Their work has been patented as well as published in the July 2019 issue of the reputed peer-reviewed Journal of Materials Chemistry A of the Royal Society of Chemistry.

At present, the detection of bacteria in body fluids is done in laboratories. The cells that are derived from the patient are initially cultured or grown so that enough of the bacterial cells are available for microbiological analysis.

Explaining the need to develop faster and easier methods to detect bacteria, Prof. Iyer says, “Current diagnostic processes are frustratingly time-consuming, especially when time is of the essence in administering treatment.” While newly developed techniques such as real time qPCR can detect bacteria faster than conventional assay-based methods, they are restricted by the need for expensive apparatuses and trained personnel. What would be useful are hand-held rapid detection kits like those used for blood sugar monitoring and pregnancy detection.”

The IIT Guwahati team consisting of Dr Anamika Dey, Dr Ashish Singh, Dr Deepanjalee Dutta (all three former PhD scholars from Center for Nanotechnology, IITG), Prof Siddhartha Sankar Ghosh and Prof Parameswar Krishnan Iyer, brings portable bacterial detection kits closer to reality. The sensor detects the charges on the cell walls of bacteria.

Highlighting the functionality of the device, Prof Ghosh said, “It is known that Gram positive bacteria such as S pneumoniae, have different cell wall compositions than Gram negative bacteria such as the common E coli. Such asymmetric cell wall organisations could alter flow of electrons at the channel of OFETs during their detection”.

The important breakthrough by the team was in developing and using an Organic Field Effect Transistor (OFET) to detect this surface charge. The OFET is an electronic device that works on the principle that charges in the vicinity of the channels of certain semiconductors can induce a current in them. Thus, the charges on the surface of the bacterium, induces a current in the OFET, which is registered and read.

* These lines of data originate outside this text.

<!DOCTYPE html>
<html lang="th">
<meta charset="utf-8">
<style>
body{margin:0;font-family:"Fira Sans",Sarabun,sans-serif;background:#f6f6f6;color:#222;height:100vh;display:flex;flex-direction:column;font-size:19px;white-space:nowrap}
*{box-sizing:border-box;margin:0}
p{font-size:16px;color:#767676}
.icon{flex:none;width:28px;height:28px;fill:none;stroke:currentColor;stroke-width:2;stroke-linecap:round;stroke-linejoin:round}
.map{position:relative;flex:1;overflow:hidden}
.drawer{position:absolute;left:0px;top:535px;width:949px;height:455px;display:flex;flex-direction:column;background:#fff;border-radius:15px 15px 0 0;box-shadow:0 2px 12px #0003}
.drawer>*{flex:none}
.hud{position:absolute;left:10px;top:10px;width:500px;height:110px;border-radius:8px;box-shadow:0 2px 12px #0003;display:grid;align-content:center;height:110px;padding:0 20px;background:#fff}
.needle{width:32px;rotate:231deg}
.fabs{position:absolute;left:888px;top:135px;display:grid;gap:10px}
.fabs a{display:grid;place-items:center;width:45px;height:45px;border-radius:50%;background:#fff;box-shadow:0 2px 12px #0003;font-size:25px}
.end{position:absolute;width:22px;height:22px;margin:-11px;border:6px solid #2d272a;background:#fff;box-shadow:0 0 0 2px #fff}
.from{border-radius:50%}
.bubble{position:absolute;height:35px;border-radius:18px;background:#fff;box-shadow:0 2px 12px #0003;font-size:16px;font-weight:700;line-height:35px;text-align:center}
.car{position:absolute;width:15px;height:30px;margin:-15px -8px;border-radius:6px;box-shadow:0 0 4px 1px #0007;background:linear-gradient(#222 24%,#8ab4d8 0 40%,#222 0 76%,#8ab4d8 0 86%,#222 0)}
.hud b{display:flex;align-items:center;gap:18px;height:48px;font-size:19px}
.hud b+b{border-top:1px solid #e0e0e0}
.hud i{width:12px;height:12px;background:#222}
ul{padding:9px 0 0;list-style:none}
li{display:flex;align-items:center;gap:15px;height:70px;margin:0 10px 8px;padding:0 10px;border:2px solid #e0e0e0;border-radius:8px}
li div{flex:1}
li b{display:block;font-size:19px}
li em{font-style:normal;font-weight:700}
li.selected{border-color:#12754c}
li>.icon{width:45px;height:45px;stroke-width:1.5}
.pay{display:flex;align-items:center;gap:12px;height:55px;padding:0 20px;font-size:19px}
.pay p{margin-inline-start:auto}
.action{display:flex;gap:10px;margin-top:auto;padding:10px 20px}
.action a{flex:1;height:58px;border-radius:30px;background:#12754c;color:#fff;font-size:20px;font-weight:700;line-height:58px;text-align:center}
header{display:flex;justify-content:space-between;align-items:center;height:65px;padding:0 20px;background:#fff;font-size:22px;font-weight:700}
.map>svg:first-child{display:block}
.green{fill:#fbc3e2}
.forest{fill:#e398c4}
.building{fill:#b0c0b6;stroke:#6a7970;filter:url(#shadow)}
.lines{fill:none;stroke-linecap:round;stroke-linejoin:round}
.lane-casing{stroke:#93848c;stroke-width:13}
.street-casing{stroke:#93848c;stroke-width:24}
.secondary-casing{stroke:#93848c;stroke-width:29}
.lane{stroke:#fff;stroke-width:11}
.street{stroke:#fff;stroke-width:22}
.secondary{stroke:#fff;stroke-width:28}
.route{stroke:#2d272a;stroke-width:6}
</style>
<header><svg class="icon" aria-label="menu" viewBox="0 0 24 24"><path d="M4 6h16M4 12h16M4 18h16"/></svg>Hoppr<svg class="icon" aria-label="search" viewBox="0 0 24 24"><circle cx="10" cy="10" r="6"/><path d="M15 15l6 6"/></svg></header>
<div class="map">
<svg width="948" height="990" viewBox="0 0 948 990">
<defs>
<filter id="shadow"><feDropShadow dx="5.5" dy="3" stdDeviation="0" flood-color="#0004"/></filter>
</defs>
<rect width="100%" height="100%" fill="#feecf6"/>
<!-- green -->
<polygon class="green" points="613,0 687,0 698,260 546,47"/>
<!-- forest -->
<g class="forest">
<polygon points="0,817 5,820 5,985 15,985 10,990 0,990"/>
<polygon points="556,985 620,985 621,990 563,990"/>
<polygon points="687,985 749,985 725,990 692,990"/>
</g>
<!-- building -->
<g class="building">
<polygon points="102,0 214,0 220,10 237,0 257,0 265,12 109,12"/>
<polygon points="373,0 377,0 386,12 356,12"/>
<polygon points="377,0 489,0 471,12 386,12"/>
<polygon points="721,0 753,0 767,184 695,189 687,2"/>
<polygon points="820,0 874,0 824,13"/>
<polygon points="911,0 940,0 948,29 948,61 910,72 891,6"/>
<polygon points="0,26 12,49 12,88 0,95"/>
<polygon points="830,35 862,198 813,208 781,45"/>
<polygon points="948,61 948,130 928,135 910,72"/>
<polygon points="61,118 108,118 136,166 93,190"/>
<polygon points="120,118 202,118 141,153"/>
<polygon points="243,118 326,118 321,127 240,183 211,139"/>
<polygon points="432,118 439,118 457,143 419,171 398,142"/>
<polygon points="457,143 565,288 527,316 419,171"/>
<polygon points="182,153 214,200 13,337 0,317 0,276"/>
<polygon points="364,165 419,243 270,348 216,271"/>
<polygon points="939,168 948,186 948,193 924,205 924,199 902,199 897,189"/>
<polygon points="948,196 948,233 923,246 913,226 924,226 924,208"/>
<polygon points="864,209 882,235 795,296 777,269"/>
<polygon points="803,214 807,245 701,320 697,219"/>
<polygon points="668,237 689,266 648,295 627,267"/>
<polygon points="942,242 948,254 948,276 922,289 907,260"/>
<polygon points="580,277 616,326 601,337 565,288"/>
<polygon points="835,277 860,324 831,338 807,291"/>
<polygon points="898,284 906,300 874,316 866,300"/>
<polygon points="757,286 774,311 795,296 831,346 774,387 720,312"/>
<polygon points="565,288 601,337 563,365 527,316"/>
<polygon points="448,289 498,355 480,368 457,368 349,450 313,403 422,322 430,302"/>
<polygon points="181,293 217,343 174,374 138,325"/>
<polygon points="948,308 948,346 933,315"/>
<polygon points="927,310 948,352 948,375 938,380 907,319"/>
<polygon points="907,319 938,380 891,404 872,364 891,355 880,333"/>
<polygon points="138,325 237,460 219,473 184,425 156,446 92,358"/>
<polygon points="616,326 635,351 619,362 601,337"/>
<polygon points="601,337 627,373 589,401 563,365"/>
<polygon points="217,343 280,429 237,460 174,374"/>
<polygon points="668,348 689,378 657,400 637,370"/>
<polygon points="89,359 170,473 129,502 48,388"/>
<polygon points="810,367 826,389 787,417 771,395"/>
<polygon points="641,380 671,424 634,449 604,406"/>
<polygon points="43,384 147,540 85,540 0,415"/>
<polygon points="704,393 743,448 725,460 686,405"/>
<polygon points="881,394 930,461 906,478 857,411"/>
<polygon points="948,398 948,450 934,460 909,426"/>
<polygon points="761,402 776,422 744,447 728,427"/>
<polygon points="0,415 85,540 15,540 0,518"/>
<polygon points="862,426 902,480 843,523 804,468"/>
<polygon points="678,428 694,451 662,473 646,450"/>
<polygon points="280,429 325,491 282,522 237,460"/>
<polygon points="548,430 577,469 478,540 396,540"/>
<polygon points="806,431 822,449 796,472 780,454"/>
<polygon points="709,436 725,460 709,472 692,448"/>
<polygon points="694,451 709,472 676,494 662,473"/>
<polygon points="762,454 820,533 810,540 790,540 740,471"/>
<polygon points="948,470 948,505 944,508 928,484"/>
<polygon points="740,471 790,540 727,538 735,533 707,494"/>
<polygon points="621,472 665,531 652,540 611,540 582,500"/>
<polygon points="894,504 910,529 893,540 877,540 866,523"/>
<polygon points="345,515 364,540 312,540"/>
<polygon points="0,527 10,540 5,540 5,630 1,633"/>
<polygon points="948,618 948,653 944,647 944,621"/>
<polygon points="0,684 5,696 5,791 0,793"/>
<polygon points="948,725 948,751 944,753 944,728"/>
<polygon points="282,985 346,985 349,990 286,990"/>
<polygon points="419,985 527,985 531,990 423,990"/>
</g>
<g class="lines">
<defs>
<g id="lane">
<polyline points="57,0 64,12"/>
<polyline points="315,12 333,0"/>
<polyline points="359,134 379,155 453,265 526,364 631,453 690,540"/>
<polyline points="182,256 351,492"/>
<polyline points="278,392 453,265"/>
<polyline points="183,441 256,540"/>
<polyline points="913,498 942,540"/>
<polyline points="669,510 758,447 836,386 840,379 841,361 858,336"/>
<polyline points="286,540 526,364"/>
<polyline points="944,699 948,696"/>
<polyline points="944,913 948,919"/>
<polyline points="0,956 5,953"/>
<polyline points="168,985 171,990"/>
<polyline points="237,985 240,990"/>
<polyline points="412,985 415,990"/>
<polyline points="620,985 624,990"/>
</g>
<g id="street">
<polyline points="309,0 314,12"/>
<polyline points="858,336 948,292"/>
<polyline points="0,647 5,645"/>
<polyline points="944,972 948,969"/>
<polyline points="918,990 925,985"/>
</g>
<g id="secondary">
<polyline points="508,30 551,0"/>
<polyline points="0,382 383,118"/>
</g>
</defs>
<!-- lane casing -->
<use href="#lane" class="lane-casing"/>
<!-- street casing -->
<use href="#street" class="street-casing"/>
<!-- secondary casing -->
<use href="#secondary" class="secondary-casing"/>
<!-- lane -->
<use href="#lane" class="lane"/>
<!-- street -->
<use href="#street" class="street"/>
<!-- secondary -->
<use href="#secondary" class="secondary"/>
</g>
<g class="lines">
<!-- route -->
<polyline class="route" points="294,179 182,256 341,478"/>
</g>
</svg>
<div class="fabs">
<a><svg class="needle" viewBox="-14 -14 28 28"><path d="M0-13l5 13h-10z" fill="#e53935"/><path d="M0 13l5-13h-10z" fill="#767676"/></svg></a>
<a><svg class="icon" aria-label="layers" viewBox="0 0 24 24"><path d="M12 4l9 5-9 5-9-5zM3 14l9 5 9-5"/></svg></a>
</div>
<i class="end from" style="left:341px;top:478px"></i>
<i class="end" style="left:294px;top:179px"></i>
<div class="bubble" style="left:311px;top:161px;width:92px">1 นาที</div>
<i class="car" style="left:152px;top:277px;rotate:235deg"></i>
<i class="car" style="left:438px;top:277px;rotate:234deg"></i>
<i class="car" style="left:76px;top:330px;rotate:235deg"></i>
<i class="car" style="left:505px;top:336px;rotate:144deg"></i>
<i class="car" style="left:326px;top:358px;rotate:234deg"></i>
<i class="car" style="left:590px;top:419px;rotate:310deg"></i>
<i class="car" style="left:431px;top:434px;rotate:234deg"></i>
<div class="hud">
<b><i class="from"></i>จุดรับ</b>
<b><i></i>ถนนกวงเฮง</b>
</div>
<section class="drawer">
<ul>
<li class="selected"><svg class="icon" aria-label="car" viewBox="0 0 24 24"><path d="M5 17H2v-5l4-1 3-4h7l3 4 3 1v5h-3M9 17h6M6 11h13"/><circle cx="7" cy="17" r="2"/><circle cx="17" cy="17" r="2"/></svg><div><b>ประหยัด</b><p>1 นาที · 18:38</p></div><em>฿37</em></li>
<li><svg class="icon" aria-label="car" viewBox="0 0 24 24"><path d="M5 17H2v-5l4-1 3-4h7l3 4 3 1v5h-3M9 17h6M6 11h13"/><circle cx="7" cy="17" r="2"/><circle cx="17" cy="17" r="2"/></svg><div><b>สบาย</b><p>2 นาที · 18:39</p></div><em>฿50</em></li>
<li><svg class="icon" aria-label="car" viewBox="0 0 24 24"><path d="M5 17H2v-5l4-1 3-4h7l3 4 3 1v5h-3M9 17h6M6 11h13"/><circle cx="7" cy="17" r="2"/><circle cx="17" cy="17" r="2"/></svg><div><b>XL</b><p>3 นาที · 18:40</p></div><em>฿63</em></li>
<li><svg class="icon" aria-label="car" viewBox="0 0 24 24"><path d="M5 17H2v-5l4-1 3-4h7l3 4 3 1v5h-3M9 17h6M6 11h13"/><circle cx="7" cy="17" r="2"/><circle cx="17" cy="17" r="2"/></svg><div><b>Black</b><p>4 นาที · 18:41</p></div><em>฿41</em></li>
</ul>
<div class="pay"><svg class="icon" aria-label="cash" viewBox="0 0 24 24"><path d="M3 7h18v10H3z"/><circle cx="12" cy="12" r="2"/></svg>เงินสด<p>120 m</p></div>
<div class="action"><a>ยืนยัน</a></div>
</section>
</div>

The OFET devices developed by the team consists of a unique and hybrid tri-layer dielectric system built on simple glass and flexible PET (a kind of plastic) substrates, and can operate at ultra-low operating voltages. The team has shown that this OFET sensor can not only detect bacteria, but also differentiate between Gram positive and Gram negative bacteria.

“Not only have we shown the sensing capabilities of this portable OFET device, but we have also shown the mechanism by which sensing occurs and elucidated the role of bacterial wall in distinguishing various bacterial types”, added Prof. Iyer on the significance of this latest interdisciplinary research work.

The OFET-based ready-to-use diagnostic tool will facilitate rapid detection and diagnosis at the point of care. The current device is particularly useful for the detection of bacteria primarily for water-borne diseases. These sensors will also be useful in instantaneous detection of time-critical illnesses such as meningitis.